== Exercise directions ==
Write only the count of lines that hold the word "absolute" in the listing.

== Supplied information ==

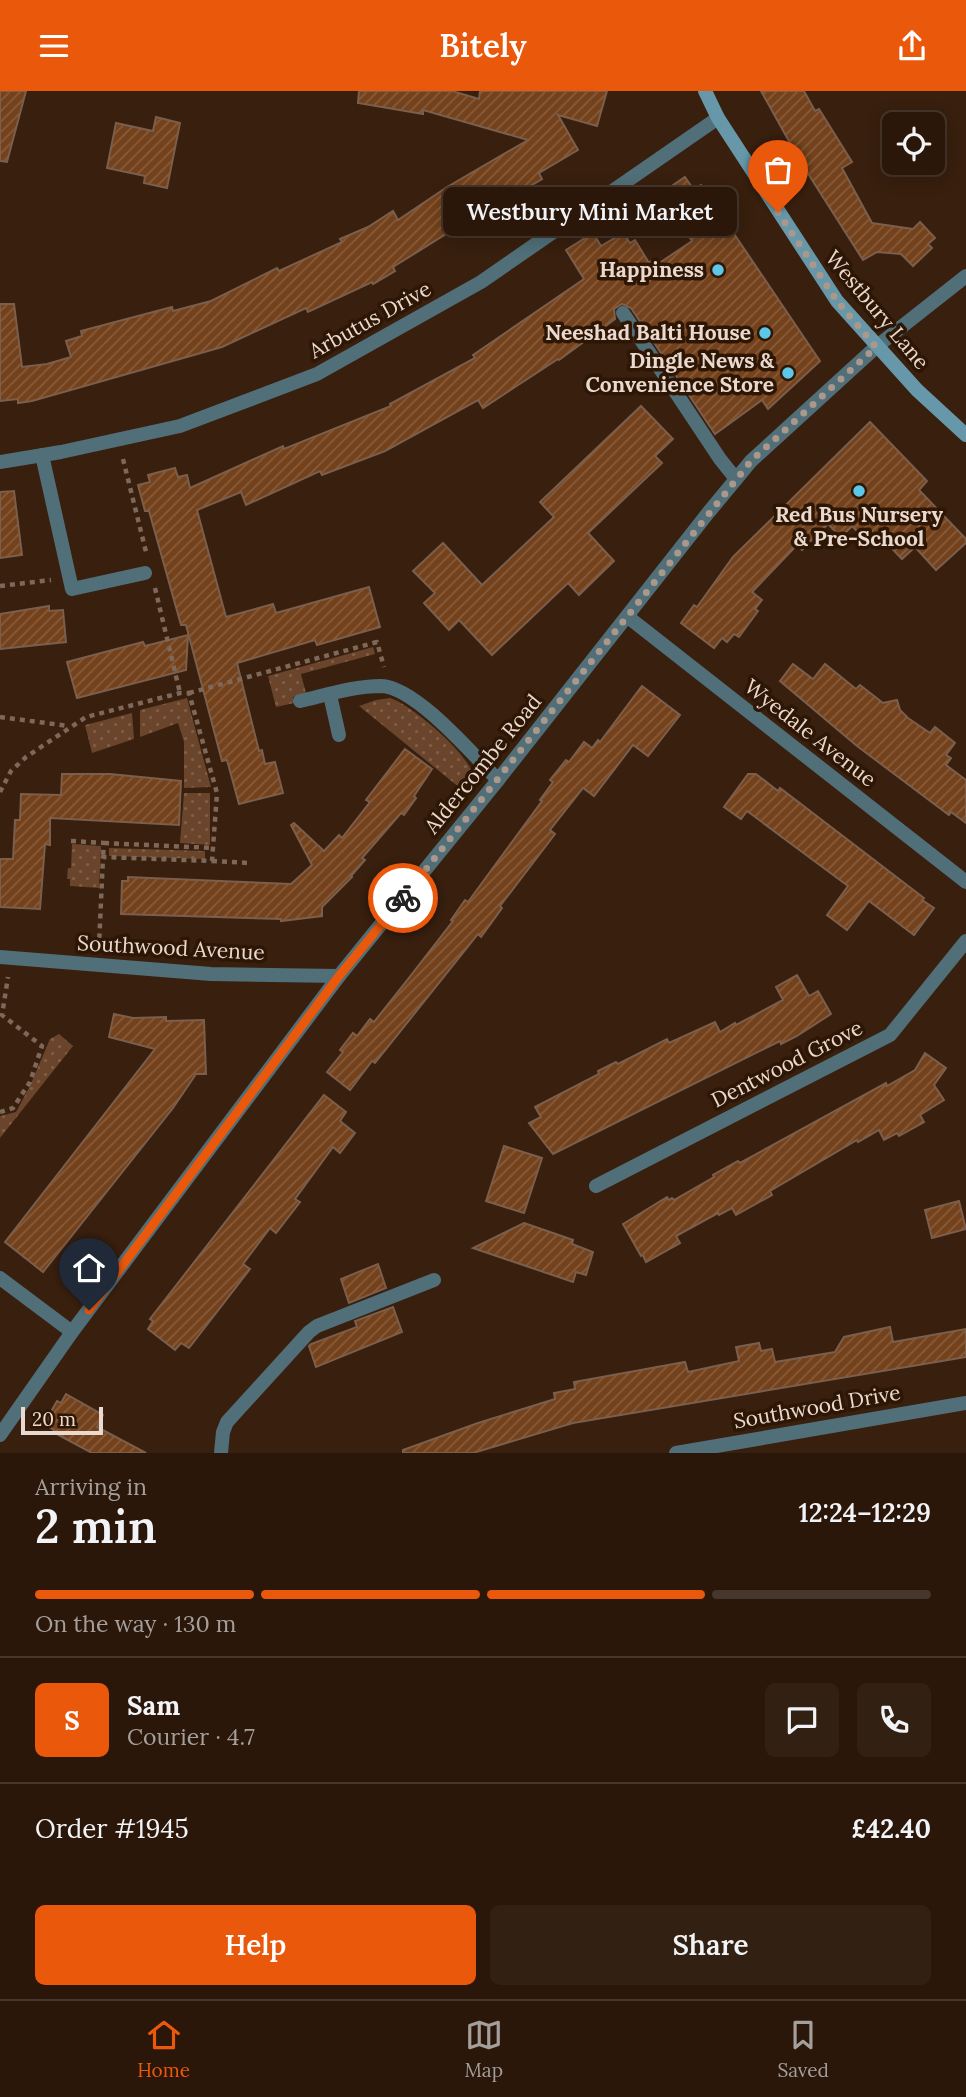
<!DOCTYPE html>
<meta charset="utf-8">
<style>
body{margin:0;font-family:Lora,serif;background:#322013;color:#f1f3f6;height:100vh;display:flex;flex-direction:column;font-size:26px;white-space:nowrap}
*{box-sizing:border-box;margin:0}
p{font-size:23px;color:#a59f9c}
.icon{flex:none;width:38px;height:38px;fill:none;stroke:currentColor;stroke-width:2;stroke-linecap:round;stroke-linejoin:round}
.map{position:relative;height:1362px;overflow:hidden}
.drawer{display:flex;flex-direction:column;background:#2a170a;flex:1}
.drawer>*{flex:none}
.controls{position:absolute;left:882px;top:21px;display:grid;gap:14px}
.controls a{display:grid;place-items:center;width:63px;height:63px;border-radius:10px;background:#2a170a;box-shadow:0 4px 18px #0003,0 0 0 2px #46362b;font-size:35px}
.scale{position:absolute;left:21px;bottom:18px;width:82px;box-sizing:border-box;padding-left:7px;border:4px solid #ead9ce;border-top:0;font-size:19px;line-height:24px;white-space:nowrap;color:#ead9ce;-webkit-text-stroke:5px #2e1605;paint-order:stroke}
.pin{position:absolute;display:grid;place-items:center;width:60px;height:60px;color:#fff;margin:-72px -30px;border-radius:50% 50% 50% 0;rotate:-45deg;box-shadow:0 0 7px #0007}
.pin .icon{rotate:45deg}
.courier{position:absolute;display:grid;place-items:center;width:70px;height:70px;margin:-35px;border:5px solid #ea580c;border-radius:50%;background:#fff;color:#222;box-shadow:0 2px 9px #0007}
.bubble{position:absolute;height:49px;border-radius:10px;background:#2a170a;box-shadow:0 4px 18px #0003,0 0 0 2px #46362b;font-size:23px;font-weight:600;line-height:49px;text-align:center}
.head em{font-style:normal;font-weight:600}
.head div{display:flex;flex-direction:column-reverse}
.head{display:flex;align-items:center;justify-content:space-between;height:119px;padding:0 35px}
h1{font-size:46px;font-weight:600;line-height:52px}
.bar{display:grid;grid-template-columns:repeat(4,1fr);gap:10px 7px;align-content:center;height:84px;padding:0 35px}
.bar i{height:9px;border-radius:5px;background:#46362b}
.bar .active{background:#ea580c}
.bar p{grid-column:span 4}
.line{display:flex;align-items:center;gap:18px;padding:0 35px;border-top:2px solid #46362b}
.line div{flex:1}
.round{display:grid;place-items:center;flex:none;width:74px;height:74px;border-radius:10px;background:#322013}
.button{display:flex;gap:14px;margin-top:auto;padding:14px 35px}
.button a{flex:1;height:80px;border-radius:10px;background:#ea580c;color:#fff;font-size:28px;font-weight:600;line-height:80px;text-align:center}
.button a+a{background:#322013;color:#f1f3f6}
header{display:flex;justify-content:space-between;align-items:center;height:91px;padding:0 35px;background:#ea580c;color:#fff;font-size:32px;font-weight:600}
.dock{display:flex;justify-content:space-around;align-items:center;height:98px;border-top:2px solid #46362b;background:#2a170a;font-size:19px;color:#a59f9c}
.dock a{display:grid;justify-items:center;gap:4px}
.dock .active{color:#ea580c}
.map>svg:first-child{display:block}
</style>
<header><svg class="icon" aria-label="menu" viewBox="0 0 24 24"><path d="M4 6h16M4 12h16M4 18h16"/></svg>Bitely<svg class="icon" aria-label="share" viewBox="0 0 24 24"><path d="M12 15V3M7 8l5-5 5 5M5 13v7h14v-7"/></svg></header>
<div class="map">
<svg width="966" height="1362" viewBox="0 0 966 1362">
<defs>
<pattern id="grass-dots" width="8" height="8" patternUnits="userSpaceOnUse" patternTransform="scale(1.75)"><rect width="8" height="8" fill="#6a452c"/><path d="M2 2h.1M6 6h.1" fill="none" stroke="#7f5f49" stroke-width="1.8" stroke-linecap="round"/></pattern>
<pattern id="building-hatch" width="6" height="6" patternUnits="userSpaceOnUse" patternTransform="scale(1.75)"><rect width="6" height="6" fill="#73411b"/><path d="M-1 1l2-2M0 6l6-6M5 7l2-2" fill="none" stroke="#875c3b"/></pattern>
</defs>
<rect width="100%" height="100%" fill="#381f0e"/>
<g fill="url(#grass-dots)">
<polygon points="373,556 375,563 301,583 306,602 293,606 294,612 276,616 268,585"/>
<polygon points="187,607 211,696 184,697 184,651 178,632 140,646 140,619"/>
<path d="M390 607C412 614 466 661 473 683L460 697 359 615 376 609Z"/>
<polygon points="132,622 134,648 92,662 85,634"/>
<polygon points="184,702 210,702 210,754 180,752"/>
<polygon points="72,753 101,755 99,797 70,795 70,788 67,788 68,777 71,777"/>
<polygon points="109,757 205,760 205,768 109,765"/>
<polygon points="59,943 73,955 0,1047 0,1025 16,1021 30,995 50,948"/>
</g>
<g fill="url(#building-hatch)" stroke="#7b5e4b" stroke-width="2">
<polygon points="0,0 26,0 7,71 0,70"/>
<polygon points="359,0 452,0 479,8 480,0 607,0 597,35 558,24 578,59 539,82 542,88 527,97 528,99 462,140 459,135 393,176 395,180 373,193 372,191 308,221 306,217 222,256 32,310 18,312 18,308 0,310 0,213 14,213 22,276 47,273 71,266 66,250 82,245 81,240 172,216 173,220 211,210 277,177 279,180 342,151 340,148 368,136 393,120 398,129 447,96 528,49 423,19 423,23 358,12"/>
<polygon points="761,0 804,0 815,20 819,18 852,71 842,77 872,132 913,138 920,131 935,147 928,153 932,157 913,175 901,163 877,161 863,169 800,70"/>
<polygon points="156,26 180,32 167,97 144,92 145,85 107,77 116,32 153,40"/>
<polygon points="685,86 694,99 701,94 820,270 768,318 762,309 715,343 631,217 622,213 614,218 615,228 559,269 558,268 483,317 478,309 385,360 322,384 320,380 246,414 241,401 197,419 226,526 273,513 276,522 369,496 380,536 317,554 315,549 237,572 259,660 262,659 265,673 275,671 283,702 239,713 227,669 222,670 186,534 181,534 149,420 145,420 138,394 150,391 148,384 175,377 178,386 187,384 190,397 283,355 284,358 391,315 390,313 475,267 473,264 584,188 566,159 593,142 601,155 623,142 630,152 635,149 649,172 651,170 655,175 692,150 660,103"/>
<polygon points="641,315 673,348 655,365 662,372 588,442 614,470 579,504 568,492 492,564 459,529 449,539 424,512 435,502 413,480 443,452 482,494 554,426 540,411"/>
<polygon points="870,331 927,390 919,399 966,448 966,452 936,479 915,456 902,468 881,446 871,455 852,435 841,446 828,433 802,459 797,454 752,501 762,509 755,518 758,520 739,546 734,543 727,551 722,547 714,557 681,532 694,514 697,516 733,466"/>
<polygon points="14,400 22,464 0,467 0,401"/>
<polygon points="49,515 49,520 63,519 66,551 0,558 0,523"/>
<polygon points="188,544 186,579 77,607 67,571 143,551 145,555"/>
<polygon points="793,573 813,588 825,573 856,598 860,594 883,612 897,609 900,619 908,627 930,642 935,636 955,652 946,664 951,667 946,674 966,689 966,732 951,721 949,724 857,655 780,590"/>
<polygon points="642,595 680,624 648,665 633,654 594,705 583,697 550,739 555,743 500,815 502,817 481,846 478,843 375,972 372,970 350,999 327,981 343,961 340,959 353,942 357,945 370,928 374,931 408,888 453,830 451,829 465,809 468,811 542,710 540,709 553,691 550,689 566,669 569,671 584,651 592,657 598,649 600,651"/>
<polygon points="405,658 432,678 414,705 416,707 404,724 401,722 362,767 365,769 351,785 352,786 322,816 322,825 281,830 281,828 121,823 122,790 128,790 128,786 291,793 312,774 291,734 294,732 324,760 339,744 342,747 370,711 366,709"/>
<polygon points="62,683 110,683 181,690 179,734 50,727 50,754 45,753 40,818 0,816 0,768 13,768 15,729 20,729 21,703 61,704"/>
<polygon points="748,683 756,683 778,700 780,697 924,807 922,809 934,817 914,844 869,810 847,839 827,824 848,795 747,720 741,728 724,716"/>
<polygon points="797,884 809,905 818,900 831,923 797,945 781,953 780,950 553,1063 529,1032 541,1026 535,1016 599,983 598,980 616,971 618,973 667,948 669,952 715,931 720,941 735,932 736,934 783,909 776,896"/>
<polygon points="114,923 133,927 166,926 166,930 204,929 206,983 196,983 173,1017 43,1181 5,1151 155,958 109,946"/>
<polygon points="925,962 946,977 934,994 944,1009 920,1024 924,1031 899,1045 897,1042 884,1049 879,1039 858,1051 857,1049 770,1100 772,1104 736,1124 732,1117 719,1124 718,1122 676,1145 680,1152 646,1171 643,1164 641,1165 623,1133 667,1106 669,1109 672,1107 674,1109 714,1086 713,1084 738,1070 740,1072 886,992 887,995 915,979"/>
<polygon points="324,1004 346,1021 340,1030 355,1042 340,1062 333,1056 295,1108 300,1111 276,1142 270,1137 243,1173 250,1178 189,1257 181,1252 175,1259 148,1238 153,1230 150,1228"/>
<polygon points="504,1055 542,1067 524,1122 486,1110"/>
<polygon points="959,1110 966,1138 932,1147 925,1119"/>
<polygon points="524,1132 573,1149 572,1153 593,1161 586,1184 576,1181 573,1191 473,1157"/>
<polygon points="378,1173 386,1197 349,1212 341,1188"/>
<polygon points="393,1216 402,1241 316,1276 309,1255 311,1253 357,1236 355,1230"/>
<polygon points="890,1236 893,1251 966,1238 966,1266 573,1332 473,1362 403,1362 403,1359 478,1332 555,1308 554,1302 575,1298 574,1291 685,1271 688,1281 739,1270 736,1256 759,1252 761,1260 772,1258 775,1271 835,1261 844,1246"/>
<polygon points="66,1303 103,1324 97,1336 146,1362 92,1362 53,1341 54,1339 44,1333 57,1310 61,1312"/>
</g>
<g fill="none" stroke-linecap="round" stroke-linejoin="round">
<g stroke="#7e6859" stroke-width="4.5" stroke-dasharray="5 5" stroke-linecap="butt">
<polyline points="123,368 147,465"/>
<polyline points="0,495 51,489"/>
<polyline points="155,497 180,602"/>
<polyline points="189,602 377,551 384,576"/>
<polyline points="0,626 69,635"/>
<polyline points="0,701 11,680 26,666 86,626 180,602 189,602 217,702 212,770 103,766 99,855"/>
<polyline points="71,750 104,752 103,766"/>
<polyline points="104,752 213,757"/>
<polyline points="212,770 249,772"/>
<polyline points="0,1021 13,1017 30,991 42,955 2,924 8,886"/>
</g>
<g stroke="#506f79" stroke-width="14">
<polyline points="623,222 720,368 736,388"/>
<polyline points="221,1362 223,1341 227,1331 309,1241 317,1235 434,1189"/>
</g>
<g stroke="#506f79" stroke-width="14">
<polyline points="42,364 72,498 145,482"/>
<polyline points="0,371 61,361 180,335 317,283 481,191 718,27"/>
<polyline points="628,526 966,791"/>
<polyline points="330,604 339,644"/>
<path d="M300 610C326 604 354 595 381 595 416 596 473 664 498 689"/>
<polyline points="0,866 211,883 339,885"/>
<polyline points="596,1095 890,944 966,850"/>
<polyline points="0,1187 72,1241"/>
<polyline points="0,1344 72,1241 339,885 498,689 708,422 751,370 876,256 966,185"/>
<polyline points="676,1362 966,1312"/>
</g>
<polyline stroke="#6698a9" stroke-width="14" points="705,0 718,27 837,210 917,299 966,344"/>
</g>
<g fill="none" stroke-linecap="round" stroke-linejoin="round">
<polyline stroke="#ac988b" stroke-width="7" stroke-dasharray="0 12.6" points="403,807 751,370 876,256 837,210 778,121"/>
<polyline stroke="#ea580c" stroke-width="9" points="89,1219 339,885 403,807"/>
</g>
<g fill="#5dc7e8" stroke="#2e1605" stroke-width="2.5">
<circle cx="718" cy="179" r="7"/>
<circle cx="765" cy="242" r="7"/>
<circle cx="788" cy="282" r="7"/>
<circle cx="859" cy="400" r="7"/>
</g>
<g text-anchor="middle" stroke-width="7" stroke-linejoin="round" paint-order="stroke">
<g font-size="21" font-weight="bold" fill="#ead9ce" stroke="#2e1605" text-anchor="end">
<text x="704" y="186">Happiness</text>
<text x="751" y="249">Neeshad Balti House</text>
<text x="774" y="277">Dingle News &amp;<tspan x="774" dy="24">Convenience Store</tspan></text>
<text x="859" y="431" text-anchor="middle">Red Bus Nursery<tspan x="859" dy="24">&amp; Pre-School</tspan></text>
</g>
<g font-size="21" fill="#ead9ce" stroke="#2e1605">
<text transform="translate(877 219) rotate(50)" y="7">Westbury Lane</text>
<text transform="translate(370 229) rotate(-29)" y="7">Arbutus Drive</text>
<text transform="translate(810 642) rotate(38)" y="7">Wyedale Avenue</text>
<text transform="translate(483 673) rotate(-51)" y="7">Aldercombe Road</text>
<text transform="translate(171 857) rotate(3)" y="7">Southwood Avenue</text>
<text transform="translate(787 973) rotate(-27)" y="7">Dentwood Grove</text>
<text transform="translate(817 1316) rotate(-10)" y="7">Southwood Drive</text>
</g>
</g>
</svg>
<div class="controls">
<a><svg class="icon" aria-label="locate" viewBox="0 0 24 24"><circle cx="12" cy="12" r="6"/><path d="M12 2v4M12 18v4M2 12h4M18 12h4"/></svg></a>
</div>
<div class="scale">20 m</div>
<div class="pin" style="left:778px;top:121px;background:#ea580c"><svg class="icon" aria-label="bag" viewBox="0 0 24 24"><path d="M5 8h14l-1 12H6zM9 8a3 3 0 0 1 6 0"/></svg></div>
<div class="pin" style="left:89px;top:1219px;background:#1f2937"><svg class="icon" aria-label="home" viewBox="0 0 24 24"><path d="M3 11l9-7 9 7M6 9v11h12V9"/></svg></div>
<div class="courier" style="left:403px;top:807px"><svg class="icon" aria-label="bike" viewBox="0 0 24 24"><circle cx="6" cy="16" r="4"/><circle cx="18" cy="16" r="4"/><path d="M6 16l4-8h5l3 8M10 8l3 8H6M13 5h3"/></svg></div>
<div class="bubble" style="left:443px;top:96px;width:294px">Westbury Mini Market</div>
</div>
<section class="drawer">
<div class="head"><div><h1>2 min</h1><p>Arriving in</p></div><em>12:24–12:29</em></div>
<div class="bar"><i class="active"></i><i class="active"></i><i class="active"></i><i></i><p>On the way · 130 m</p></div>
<div class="line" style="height:126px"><b class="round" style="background:#ea580c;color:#fff">S</b><div><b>Sam</b><p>Courier · 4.7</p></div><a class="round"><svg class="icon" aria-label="chat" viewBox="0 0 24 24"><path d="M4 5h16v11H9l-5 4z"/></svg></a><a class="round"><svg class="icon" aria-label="phone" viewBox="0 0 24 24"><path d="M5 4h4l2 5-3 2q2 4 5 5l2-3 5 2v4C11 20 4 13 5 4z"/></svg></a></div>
<div class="line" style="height:91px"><div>Order #1945</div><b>£42.40</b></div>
<div class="button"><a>Help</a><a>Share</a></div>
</section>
<nav class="dock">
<a class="active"><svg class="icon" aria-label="home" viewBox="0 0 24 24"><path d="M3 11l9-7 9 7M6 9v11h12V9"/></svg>Home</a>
<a><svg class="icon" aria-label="map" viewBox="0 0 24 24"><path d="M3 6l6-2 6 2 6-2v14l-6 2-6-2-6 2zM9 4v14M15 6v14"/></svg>Map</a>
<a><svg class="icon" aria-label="saved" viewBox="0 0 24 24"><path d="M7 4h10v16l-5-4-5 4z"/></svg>Saved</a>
</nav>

== Response box ==
5